## What to work on
The records below hold pictures; please leave those out and retype the rest exactly.

## Source material

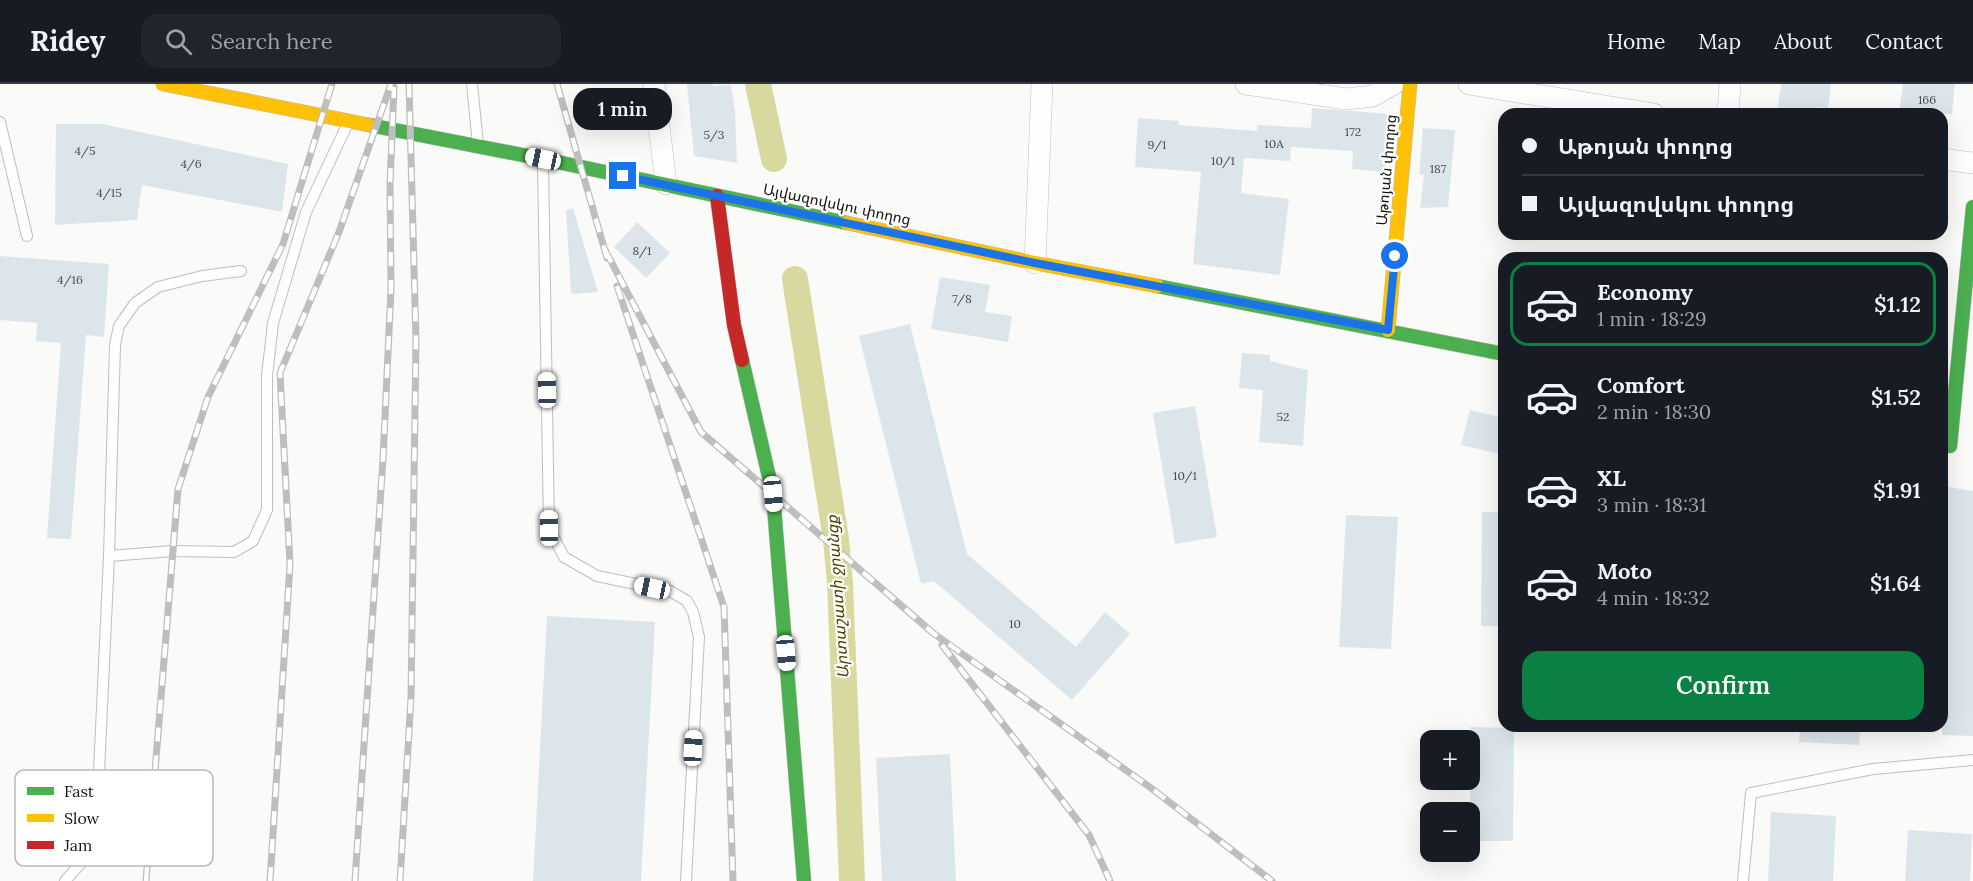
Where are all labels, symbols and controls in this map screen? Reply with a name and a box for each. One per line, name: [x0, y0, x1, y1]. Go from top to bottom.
search box: [141, 14, 561, 68]
text: Ridey: [30, 23, 105, 59]
icon: search: [162, 25, 195, 58]
text: Search here: [210, 27, 333, 55]
text: Home: [1607, 28, 1665, 55]
text: Map: [1698, 28, 1741, 55]
text: About: [1774, 28, 1832, 55]
text: Contact: [1865, 28, 1943, 55]
callout: 1 min: [574, 89, 672, 131]
house number: 166: [1918, 92, 1936, 107]
text: 1 min: [597, 96, 648, 121]
street label: Աթոյան փողոց: [1372, 114, 1400, 226]
house number: 172: [1345, 124, 1361, 139]
house number: 5/3: [703, 127, 725, 143]
text: Աթոյան փողոց: [1558, 132, 1733, 160]
house number: 10A: [1264, 136, 1284, 151]
house number: 9/1: [1148, 137, 1166, 153]
house number: 4/5: [74, 143, 96, 159]
car: [524, 146, 562, 172]
house number: 10/1: [1211, 153, 1235, 169]
house number: 4/6: [180, 156, 202, 172]
house number: 187: [1430, 161, 1447, 176]
route end: [609, 162, 636, 189]
street label: Այվազովսկու փողոց: [761, 179, 913, 229]
house number: 4/15: [96, 185, 122, 201]
text: Այվազովսկու փողոց: [1558, 190, 1794, 218]
route start: [1381, 242, 1408, 269]
house number: 8/1: [633, 243, 651, 259]
house number: 4/16: [57, 272, 83, 288]
icon: car: [1525, 277, 1579, 331]
text: Economy: [1597, 278, 1693, 306]
text: $1.12: [1874, 290, 1921, 318]
house number: 7/8: [952, 291, 972, 307]
text: 1 min · 18:29: [1597, 306, 1707, 331]
icon: car: [1525, 370, 1579, 424]
text: Comfort: [1597, 371, 1685, 399]
car: [538, 372, 556, 408]
text: $1.52: [1871, 383, 1921, 411]
text: 2 min · 18:30: [1597, 399, 1711, 424]
house number: 52: [1277, 409, 1289, 424]
icon: car: [1525, 463, 1579, 517]
text: XL: [1597, 464, 1626, 492]
house number: 10/1: [1173, 468, 1197, 484]
car: [762, 475, 784, 513]
text: $1.91: [1873, 476, 1921, 504]
text: 3 min · 18:31: [1597, 492, 1707, 517]
car: [540, 510, 558, 546]
water label: Արտաշատի ջրանցք: [821, 513, 853, 679]
icon: car: [1525, 556, 1579, 610]
text: Moto: [1597, 557, 1652, 585]
text: $1.64: [1870, 569, 1921, 597]
car: [633, 575, 671, 601]
text: 4 min · 18:32: [1597, 585, 1710, 610]
house number: 10: [1009, 616, 1021, 631]
car: [775, 634, 797, 672]
button: Confirm: [1522, 651, 1924, 720]
car: [683, 730, 703, 766]
map controls: [1420, 730, 1480, 862]
button: +: [1420, 730, 1480, 790]
legend: [15, 770, 213, 866]
text: Fast: [64, 781, 95, 801]
button: −: [1420, 802, 1480, 862]
text: Slow: [64, 808, 100, 828]
text: Jam: [63, 835, 92, 855]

## The answer
Where are all labels, symbols and controls in this map screen? Reply with a name and a box for each. One per line, name: [x0, y0, x1, y1]. Go from top to bottom.
search box: [141, 14, 561, 68]
text: Ridey: [30, 23, 105, 59]
icon: search: [162, 25, 195, 58]
text: Search here: [210, 27, 333, 55]
text: Home: [1607, 28, 1665, 55]
text: Map: [1698, 28, 1741, 55]
text: About: [1774, 28, 1832, 55]
text: Contact: [1865, 28, 1943, 55]
callout: 1 min: [574, 89, 672, 131]
house number: 166: [1918, 92, 1936, 107]
text: 1 min: [597, 96, 648, 121]
street label: Աթոյան փողոց: [1372, 114, 1400, 226]
house number: 172: [1345, 124, 1361, 139]
house number: 5/3: [703, 127, 725, 143]
text: Աթոյան փողոց: [1558, 132, 1733, 160]
house number: 10A: [1264, 136, 1284, 151]
house number: 9/1: [1148, 137, 1166, 153]
house number: 4/5: [74, 143, 96, 159]
car: [524, 146, 562, 172]
house number: 10/1: [1211, 153, 1235, 169]
house number: 4/6: [180, 156, 202, 172]
house number: 187: [1430, 161, 1447, 176]
route end: [609, 162, 636, 189]
street label: Այվազովսկու փողոց: [761, 179, 913, 229]
house number: 4/15: [96, 185, 122, 201]
text: Այվազովսկու փողոց: [1558, 190, 1794, 218]
route start: [1381, 242, 1408, 269]
house number: 8/1: [633, 243, 651, 259]
house number: 4/16: [57, 272, 83, 288]
icon: car: [1525, 277, 1579, 331]
text: Economy: [1597, 278, 1693, 306]
text: $1.12: [1874, 290, 1921, 318]
house number: 7/8: [952, 291, 972, 307]
text: 1 min · 18:29: [1597, 306, 1707, 331]
icon: car: [1525, 370, 1579, 424]
text: Comfort: [1597, 371, 1685, 399]
car: [538, 372, 556, 408]
text: $1.52: [1871, 383, 1921, 411]
text: 2 min · 18:30: [1597, 399, 1711, 424]
house number: 52: [1277, 409, 1289, 424]
icon: car: [1525, 463, 1579, 517]
text: XL: [1597, 464, 1626, 492]
house number: 10/1: [1173, 468, 1197, 484]
car: [762, 475, 784, 513]
text: $1.91: [1873, 476, 1921, 504]
text: 3 min · 18:31: [1597, 492, 1707, 517]
car: [540, 510, 558, 546]
water label: Արտաշատի ջրանցք: [821, 513, 853, 679]
icon: car: [1525, 556, 1579, 610]
text: Moto: [1597, 557, 1652, 585]
text: $1.64: [1870, 569, 1921, 597]
car: [633, 575, 671, 601]
text: 4 min · 18:32: [1597, 585, 1710, 610]
house number: 10: [1009, 616, 1021, 631]
car: [775, 634, 797, 672]
button: Confirm: [1522, 651, 1924, 720]
car: [683, 730, 703, 766]
map controls: [1420, 730, 1480, 862]
button: +: [1420, 730, 1480, 790]
legend: [15, 770, 213, 866]
text: Fast: [64, 781, 95, 801]
button: −: [1420, 802, 1480, 862]
text: Slow: [64, 808, 100, 828]
text: Jam: [63, 835, 92, 855]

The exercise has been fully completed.